Source material START
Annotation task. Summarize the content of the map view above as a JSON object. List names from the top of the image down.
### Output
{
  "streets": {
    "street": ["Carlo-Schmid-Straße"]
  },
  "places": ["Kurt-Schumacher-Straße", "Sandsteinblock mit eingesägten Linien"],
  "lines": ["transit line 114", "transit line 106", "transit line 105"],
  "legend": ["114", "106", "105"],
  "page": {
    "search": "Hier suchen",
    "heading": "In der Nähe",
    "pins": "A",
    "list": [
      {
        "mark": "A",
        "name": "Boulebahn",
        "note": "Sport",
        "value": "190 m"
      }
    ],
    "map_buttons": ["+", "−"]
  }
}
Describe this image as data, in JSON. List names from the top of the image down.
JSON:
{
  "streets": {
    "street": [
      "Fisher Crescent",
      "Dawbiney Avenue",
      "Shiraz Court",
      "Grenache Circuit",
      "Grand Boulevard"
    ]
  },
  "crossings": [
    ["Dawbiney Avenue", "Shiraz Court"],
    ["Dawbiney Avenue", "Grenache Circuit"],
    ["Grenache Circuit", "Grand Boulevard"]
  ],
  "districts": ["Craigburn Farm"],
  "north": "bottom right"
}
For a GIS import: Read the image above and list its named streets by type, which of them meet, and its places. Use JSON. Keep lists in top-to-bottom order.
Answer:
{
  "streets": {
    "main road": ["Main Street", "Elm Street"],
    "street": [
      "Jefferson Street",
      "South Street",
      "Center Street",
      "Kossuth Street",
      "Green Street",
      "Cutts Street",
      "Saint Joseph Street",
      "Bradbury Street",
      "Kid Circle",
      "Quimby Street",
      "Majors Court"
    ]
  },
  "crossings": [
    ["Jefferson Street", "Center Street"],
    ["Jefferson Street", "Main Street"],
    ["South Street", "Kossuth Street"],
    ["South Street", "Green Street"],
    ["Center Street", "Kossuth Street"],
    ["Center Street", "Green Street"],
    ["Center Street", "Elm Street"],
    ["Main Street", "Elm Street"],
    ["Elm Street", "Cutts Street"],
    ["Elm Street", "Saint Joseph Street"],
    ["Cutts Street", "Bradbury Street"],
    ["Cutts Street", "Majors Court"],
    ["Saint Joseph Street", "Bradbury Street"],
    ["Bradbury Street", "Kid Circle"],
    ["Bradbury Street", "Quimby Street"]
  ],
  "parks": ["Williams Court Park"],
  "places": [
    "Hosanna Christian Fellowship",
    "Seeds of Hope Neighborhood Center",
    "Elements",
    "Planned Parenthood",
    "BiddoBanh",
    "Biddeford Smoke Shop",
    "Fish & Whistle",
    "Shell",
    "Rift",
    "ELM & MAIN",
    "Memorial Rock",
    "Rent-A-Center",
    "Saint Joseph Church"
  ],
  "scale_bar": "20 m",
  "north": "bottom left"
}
Source material END
Copy from the entries above each line in which the string "image" can be found.

• **Problem solution**
Annotation task. Summarize the content of the map view above as a JSON object. List names from the top of the image down.
Describe this image as data, in JSON. List names from the top of the image down.
For a GIS import: Read the image above and list its named streets by type, which of them meet, and its places. Use JSON. Keep lists in top-to-bottom order.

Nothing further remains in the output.